BEGIN Record excerpts

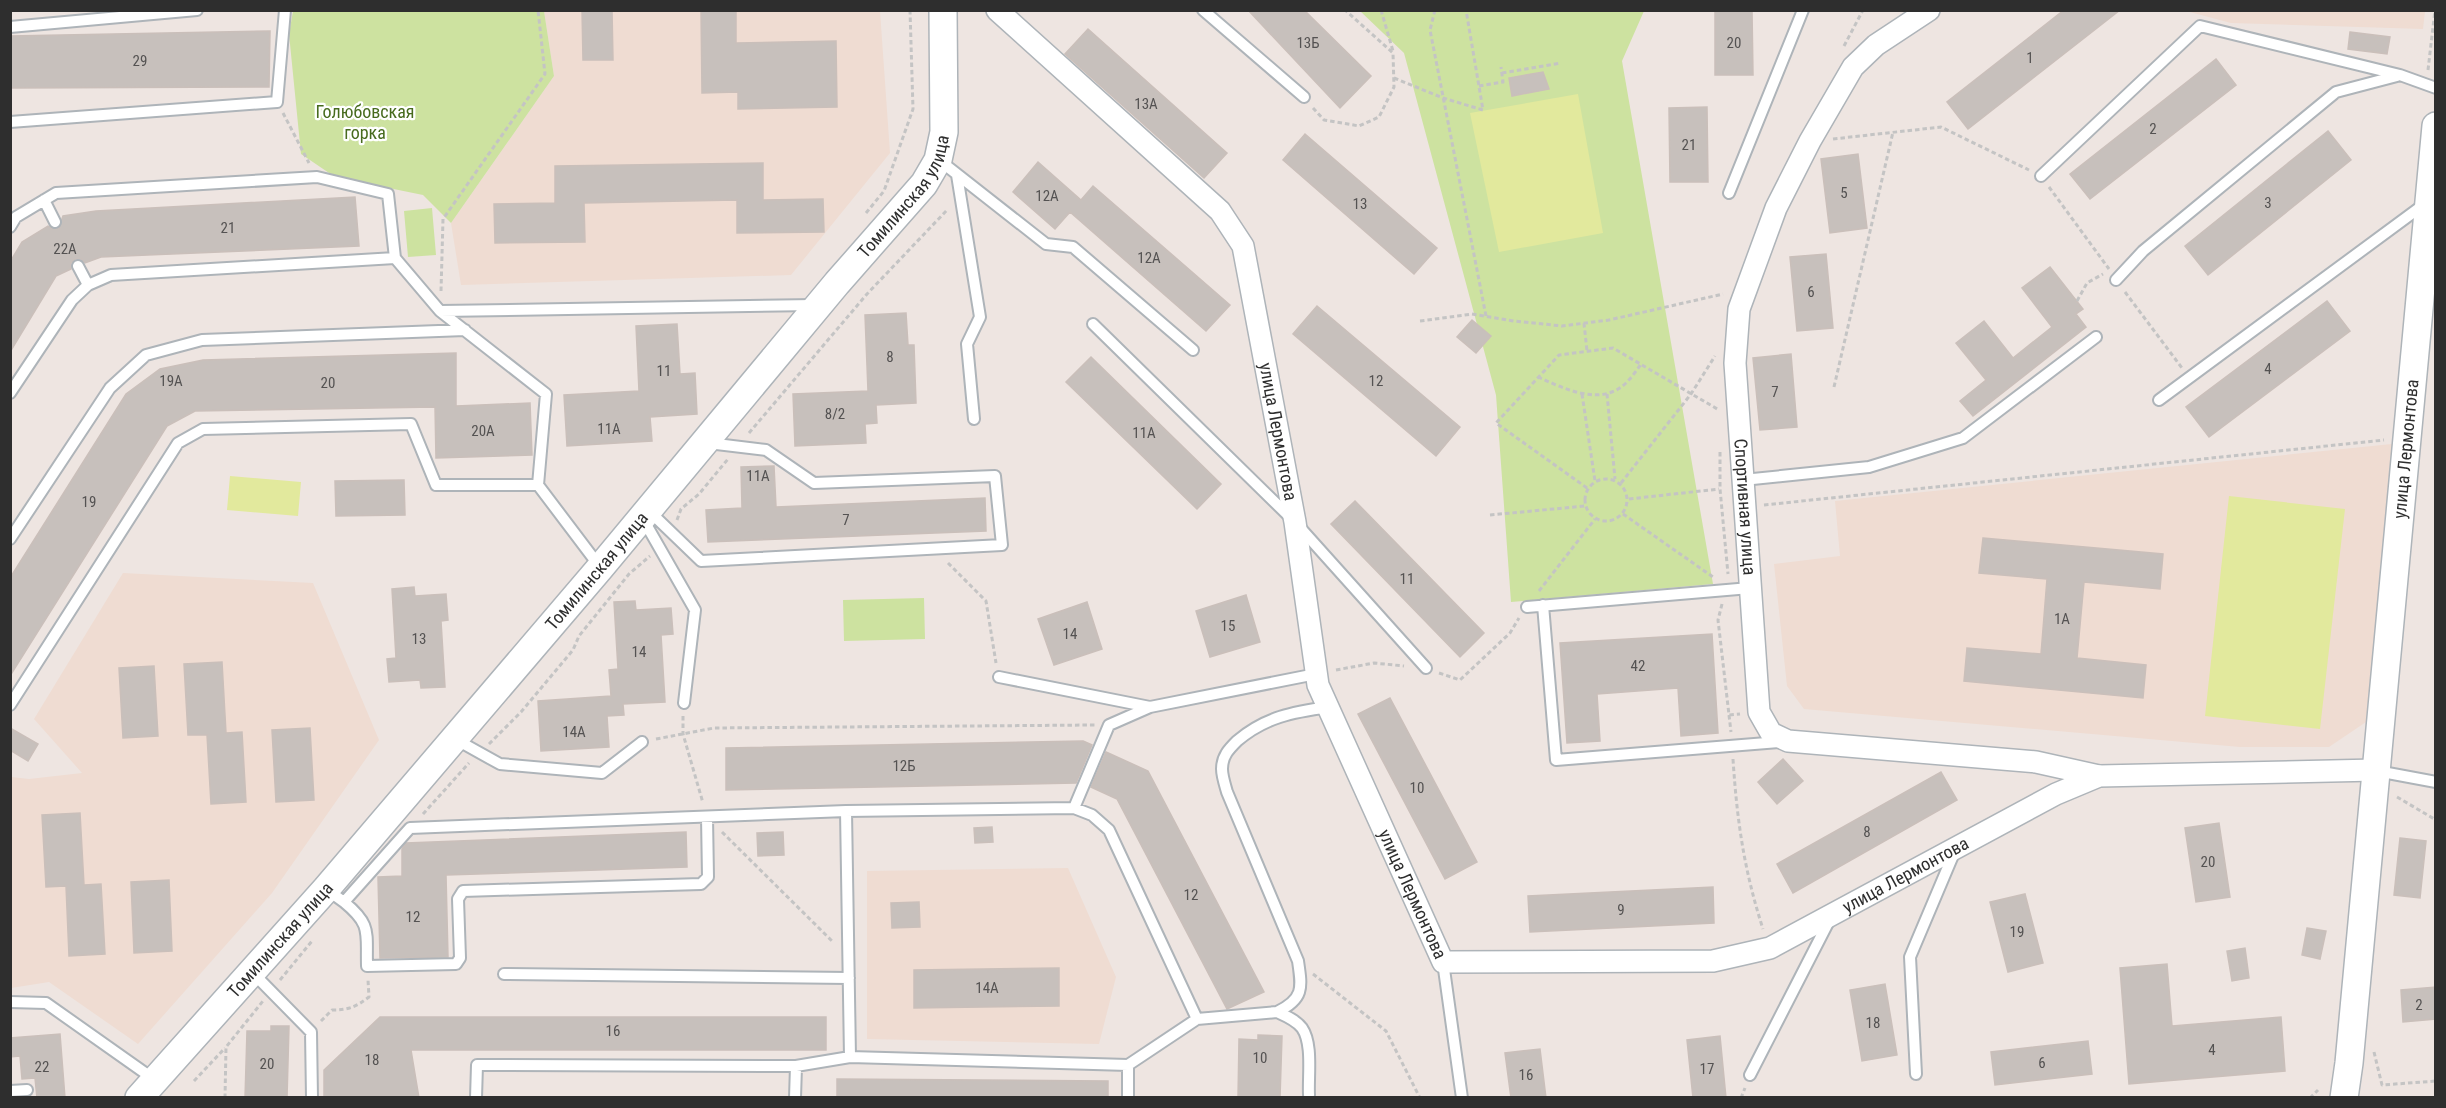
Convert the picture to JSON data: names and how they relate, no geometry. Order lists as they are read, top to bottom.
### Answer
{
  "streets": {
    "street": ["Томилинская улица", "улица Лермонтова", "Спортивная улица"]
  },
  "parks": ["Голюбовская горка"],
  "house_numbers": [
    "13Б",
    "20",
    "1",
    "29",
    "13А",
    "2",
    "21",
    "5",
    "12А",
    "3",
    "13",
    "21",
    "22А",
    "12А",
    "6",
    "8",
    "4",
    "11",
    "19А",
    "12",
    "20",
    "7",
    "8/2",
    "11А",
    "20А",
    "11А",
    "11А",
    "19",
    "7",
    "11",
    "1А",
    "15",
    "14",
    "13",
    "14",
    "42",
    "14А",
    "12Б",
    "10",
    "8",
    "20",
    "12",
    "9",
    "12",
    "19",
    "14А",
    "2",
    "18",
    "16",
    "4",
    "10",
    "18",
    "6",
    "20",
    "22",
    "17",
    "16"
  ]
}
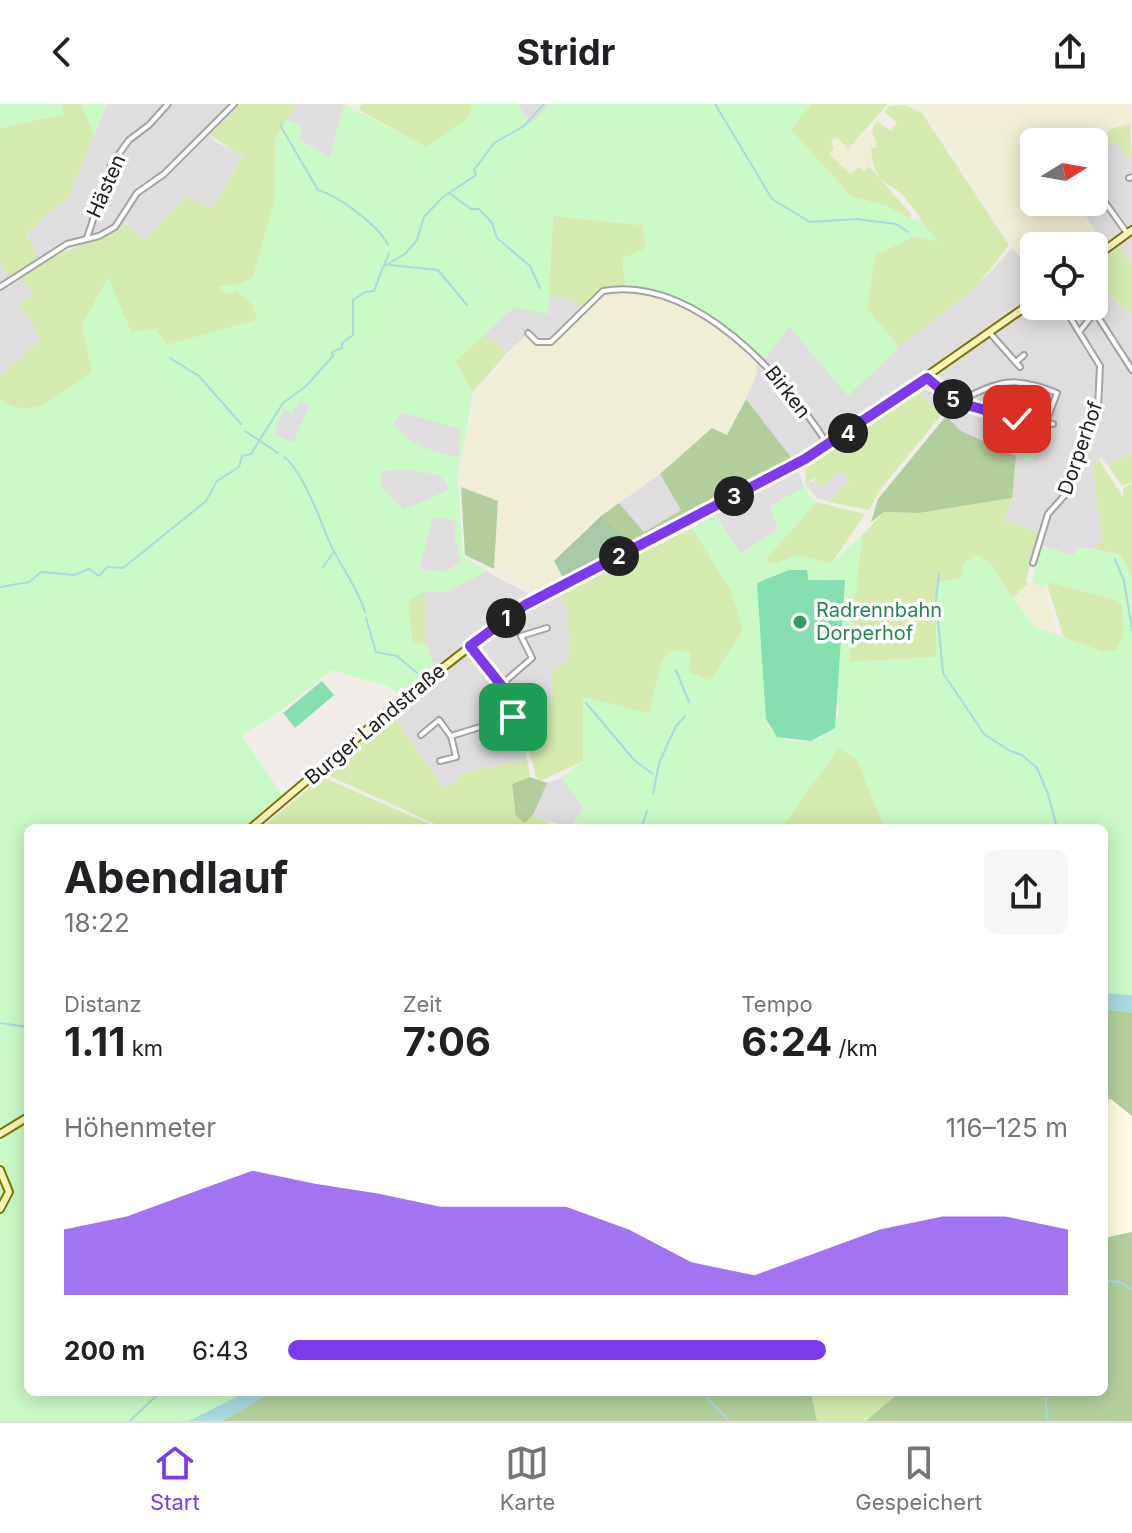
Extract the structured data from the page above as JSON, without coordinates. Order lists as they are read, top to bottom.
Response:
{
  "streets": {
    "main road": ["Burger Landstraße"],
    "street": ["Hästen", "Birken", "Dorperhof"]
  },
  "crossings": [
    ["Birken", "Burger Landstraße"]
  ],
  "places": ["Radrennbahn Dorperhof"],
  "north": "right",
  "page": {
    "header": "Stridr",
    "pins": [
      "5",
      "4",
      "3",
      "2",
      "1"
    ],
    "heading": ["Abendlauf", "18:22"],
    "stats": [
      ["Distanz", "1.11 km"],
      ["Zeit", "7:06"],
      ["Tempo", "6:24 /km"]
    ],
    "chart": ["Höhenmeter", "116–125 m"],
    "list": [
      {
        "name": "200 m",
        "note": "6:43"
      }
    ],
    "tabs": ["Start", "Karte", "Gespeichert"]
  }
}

END Record excerpts
BEGIN Record excerpts

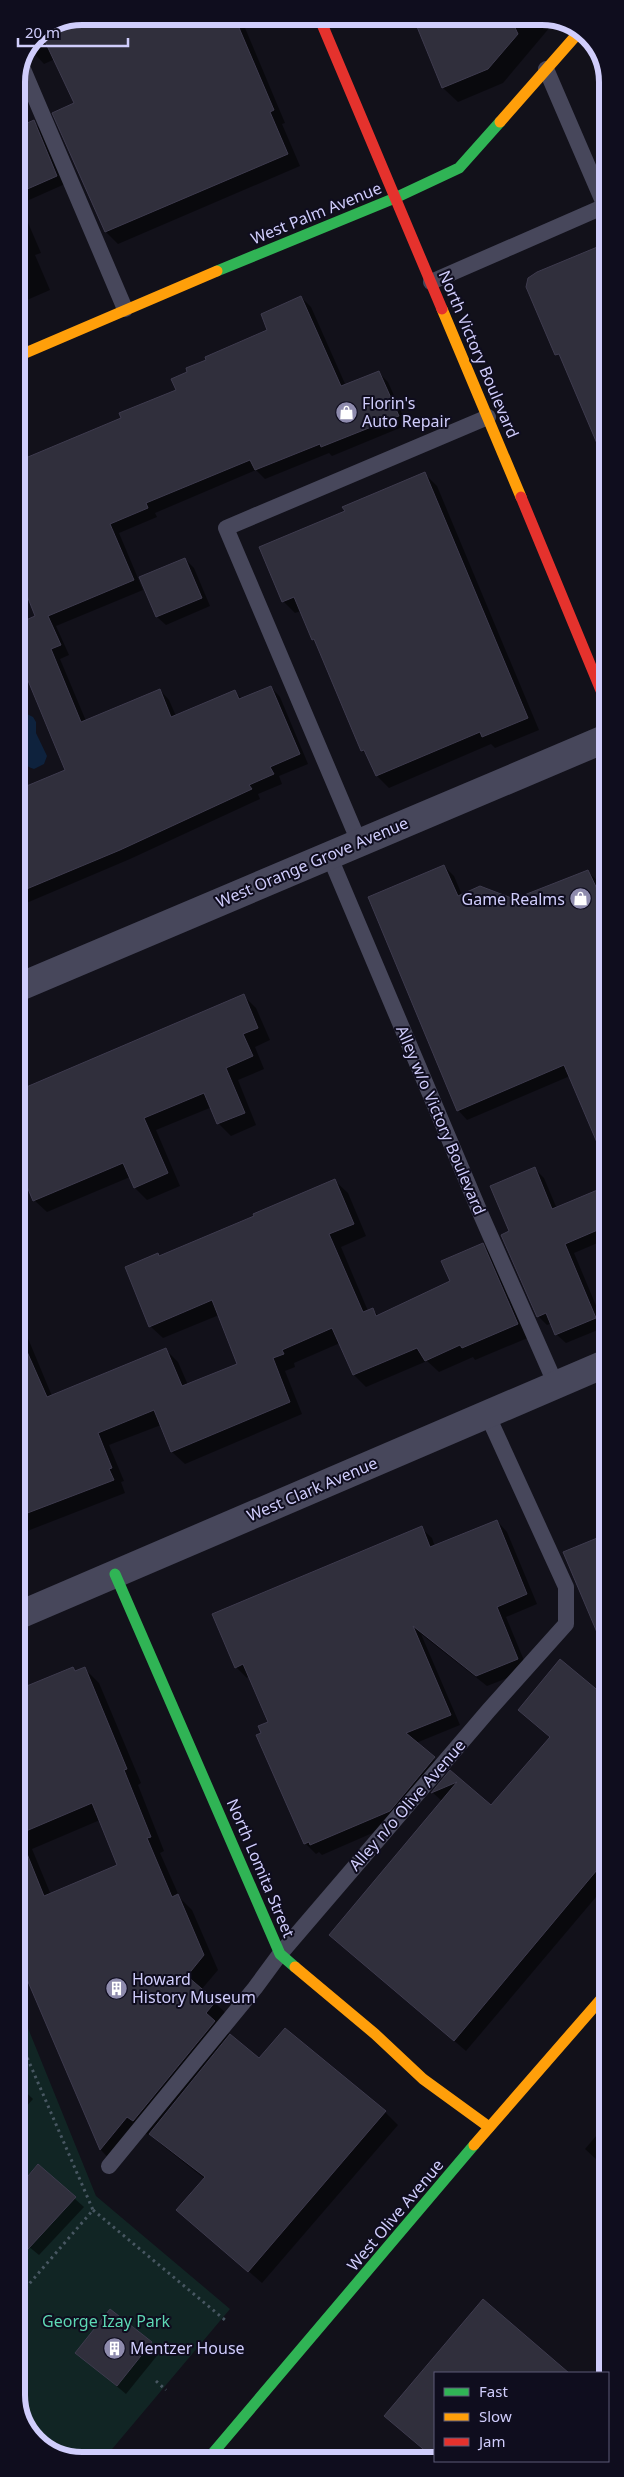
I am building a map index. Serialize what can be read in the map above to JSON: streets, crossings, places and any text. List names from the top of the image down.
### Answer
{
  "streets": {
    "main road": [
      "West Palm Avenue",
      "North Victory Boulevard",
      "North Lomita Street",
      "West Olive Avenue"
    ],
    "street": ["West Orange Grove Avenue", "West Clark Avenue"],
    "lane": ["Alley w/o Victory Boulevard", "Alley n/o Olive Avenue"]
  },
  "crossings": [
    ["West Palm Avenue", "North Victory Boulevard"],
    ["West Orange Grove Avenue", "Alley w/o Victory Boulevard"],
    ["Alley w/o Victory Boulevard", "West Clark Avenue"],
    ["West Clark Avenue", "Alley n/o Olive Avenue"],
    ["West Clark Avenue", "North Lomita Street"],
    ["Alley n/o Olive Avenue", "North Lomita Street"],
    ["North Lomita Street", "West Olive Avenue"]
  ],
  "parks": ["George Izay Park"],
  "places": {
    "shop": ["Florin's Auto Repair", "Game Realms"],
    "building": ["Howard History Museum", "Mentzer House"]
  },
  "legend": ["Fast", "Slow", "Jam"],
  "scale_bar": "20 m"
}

END Record excerpts
BEGIN Record excerpts

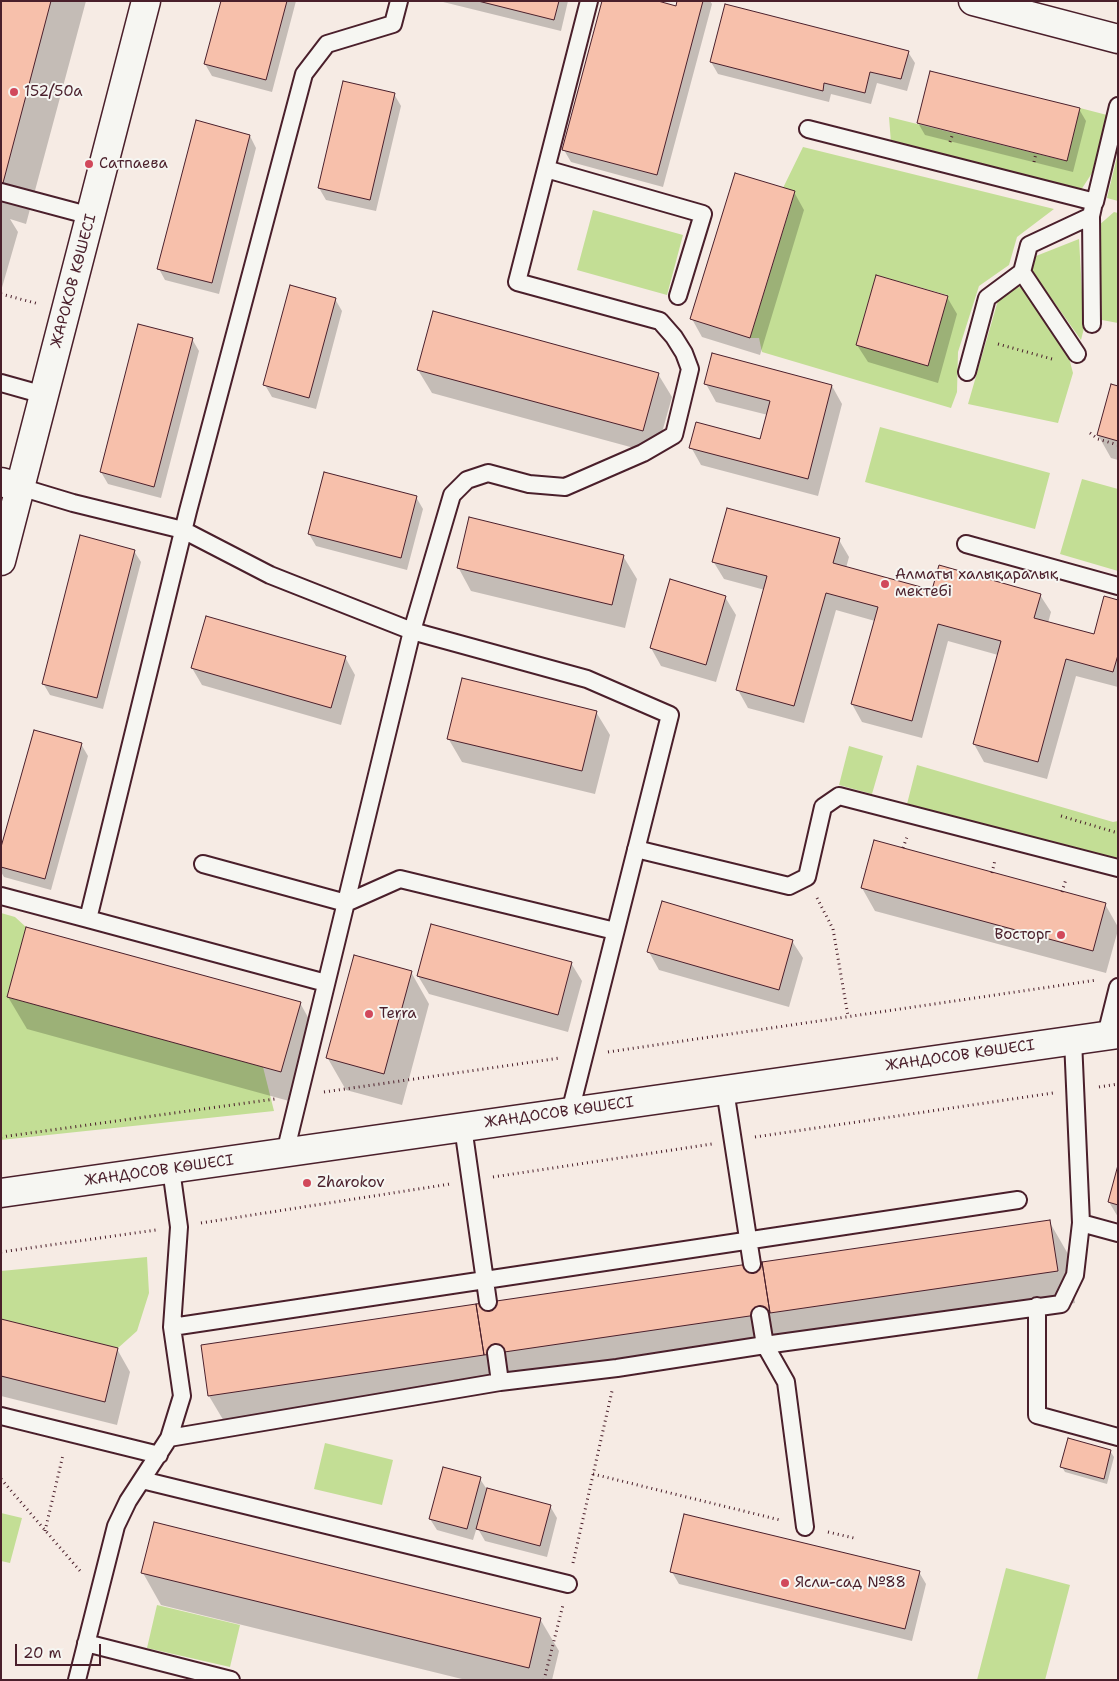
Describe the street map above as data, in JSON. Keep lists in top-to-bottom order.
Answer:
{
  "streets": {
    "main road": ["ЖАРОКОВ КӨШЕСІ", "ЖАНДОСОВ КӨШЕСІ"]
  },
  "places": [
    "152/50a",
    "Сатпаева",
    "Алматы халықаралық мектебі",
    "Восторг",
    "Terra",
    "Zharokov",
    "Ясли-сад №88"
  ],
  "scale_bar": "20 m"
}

END Record excerpts

§ Your objective
Above are some records. Output exactly the lines from the one that contains "Convert the picture" to the one that contains "Extract the structured", keeping both, and omit the pictures.

§ Task solution
Convert the picture to JSON data: names and how they relate, no geometry. Order lists as they are read, top to bottom.
### Answer
{
  "streets": {
    "street": ["Томилинская улица", "улица Лермонтова", "Спортивная улица"]
  },
  "parks": ["Голюбовская горка"],
  "house_numbers": [
    "13Б",
    "20",
    "1",
    "29",
    "13А",
    "2",
    "21",
    "5",
    "12А",
    "3",
    "13",
    "21",
    "22А",
    "12А",
    "6",
    "8",
    "4",
    "11",
    "19А",
    "12",
    "20",
    "7",
    "8/2",
    "11А",
    "20А",
    "11А",
    "11А",
    "19",
    "7",
    "11",
    "1А",
    "15",
    "14",
    "13",
    "14",
    "42",
    "14А",
    "12Б",
    "10",
    "8",
    "20",
    "12",
    "9",
    "12",
    "19",
    "14А",
    "2",
    "18",
    "16",
    "4",
    "10",
    "18",
    "6",
    "20",
    "22",
    "17",
    "16"
  ]
}
Extract the structured data from the page above as JSON, without coordinates. Order lists as they are read, top to bottom.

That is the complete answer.